## Your task
Copy out each line below containing "Martín".

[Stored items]
────────────────

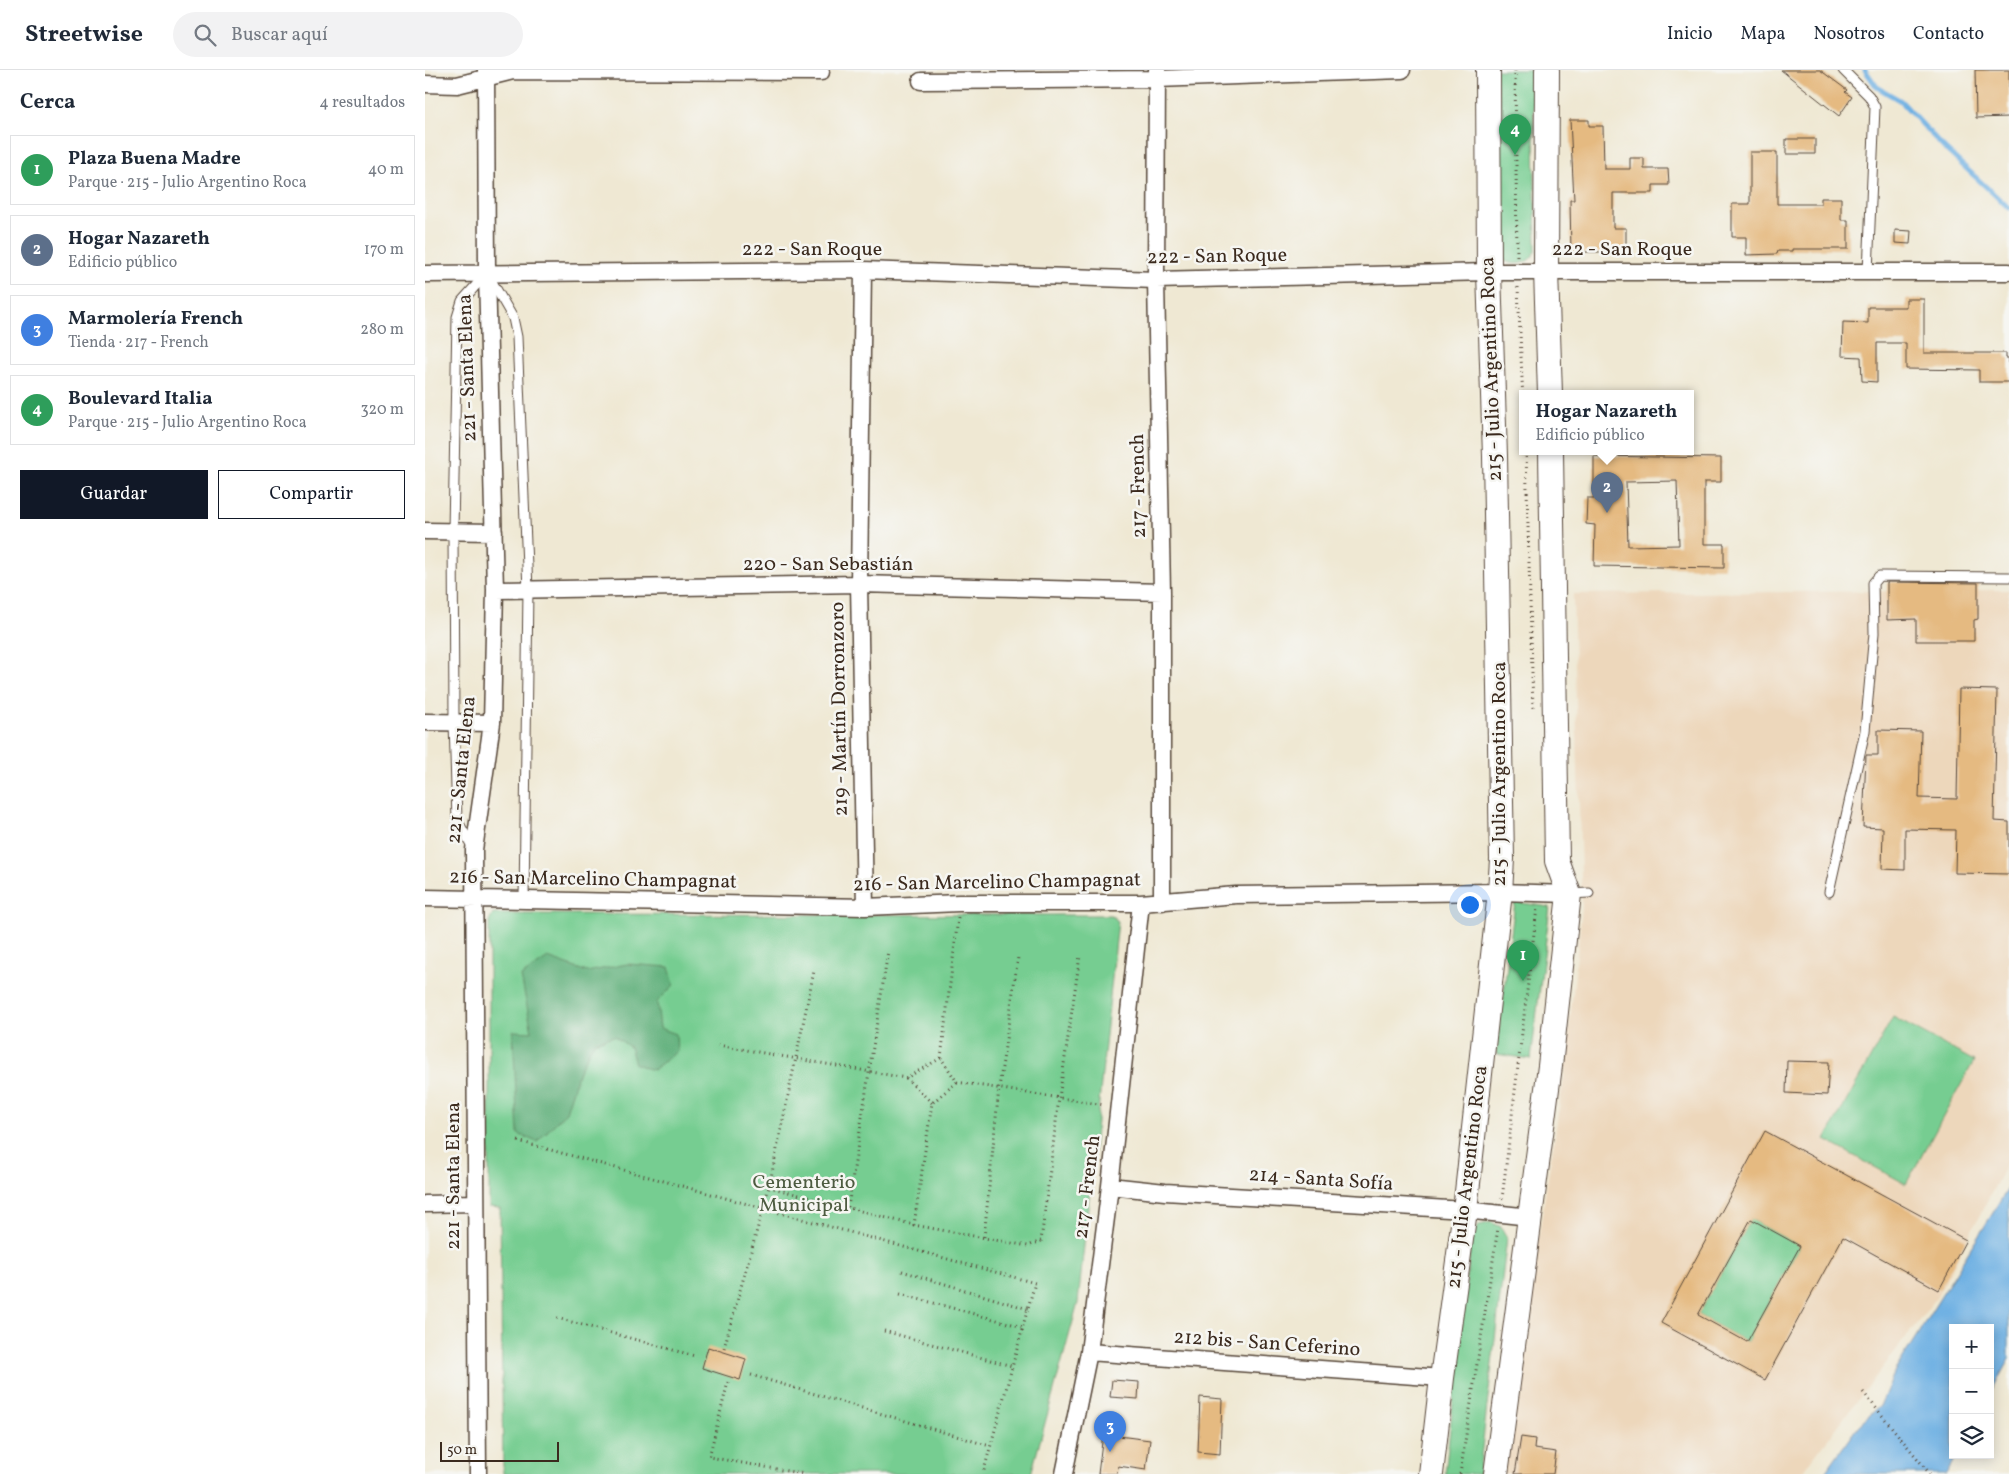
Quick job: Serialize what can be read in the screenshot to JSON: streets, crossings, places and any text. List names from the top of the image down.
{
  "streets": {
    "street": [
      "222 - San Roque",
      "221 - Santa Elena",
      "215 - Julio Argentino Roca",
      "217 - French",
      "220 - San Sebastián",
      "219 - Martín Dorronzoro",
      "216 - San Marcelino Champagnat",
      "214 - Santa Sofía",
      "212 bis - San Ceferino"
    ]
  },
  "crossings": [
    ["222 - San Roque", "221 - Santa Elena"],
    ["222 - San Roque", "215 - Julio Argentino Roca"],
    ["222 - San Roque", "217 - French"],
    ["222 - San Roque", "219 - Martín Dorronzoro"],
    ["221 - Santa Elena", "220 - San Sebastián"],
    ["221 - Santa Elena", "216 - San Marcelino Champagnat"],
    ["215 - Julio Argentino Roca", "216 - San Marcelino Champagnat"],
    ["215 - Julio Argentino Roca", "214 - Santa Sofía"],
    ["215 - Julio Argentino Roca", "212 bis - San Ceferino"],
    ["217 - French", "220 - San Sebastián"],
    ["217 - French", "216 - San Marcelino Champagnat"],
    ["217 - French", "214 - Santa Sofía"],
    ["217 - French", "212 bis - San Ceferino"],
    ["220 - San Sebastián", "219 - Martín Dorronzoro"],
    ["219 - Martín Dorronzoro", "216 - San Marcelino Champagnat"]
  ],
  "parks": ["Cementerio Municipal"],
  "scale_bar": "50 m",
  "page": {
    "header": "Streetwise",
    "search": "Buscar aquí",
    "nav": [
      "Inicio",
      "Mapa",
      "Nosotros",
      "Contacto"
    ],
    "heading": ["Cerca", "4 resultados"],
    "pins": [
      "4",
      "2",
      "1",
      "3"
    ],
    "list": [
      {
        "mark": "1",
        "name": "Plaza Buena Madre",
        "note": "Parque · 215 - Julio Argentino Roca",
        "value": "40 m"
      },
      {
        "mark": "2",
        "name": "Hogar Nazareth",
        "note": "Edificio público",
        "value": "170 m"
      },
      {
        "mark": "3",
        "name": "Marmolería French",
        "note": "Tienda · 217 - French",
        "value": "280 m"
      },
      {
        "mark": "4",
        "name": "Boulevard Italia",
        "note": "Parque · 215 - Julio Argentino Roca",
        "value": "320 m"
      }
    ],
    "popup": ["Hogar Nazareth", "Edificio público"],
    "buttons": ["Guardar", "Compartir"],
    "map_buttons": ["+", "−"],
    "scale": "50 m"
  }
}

────────────────

## Task output
      "219 - Martín Dorronzoro",
    ["222 - San Roque", "219 - Martín Dorronzoro"],
    ["220 - San Sebastián", "219 - Martín Dorronzoro"],
    ["219 - Martín Dorronzoro", "216 - San Marcelino Champagnat"]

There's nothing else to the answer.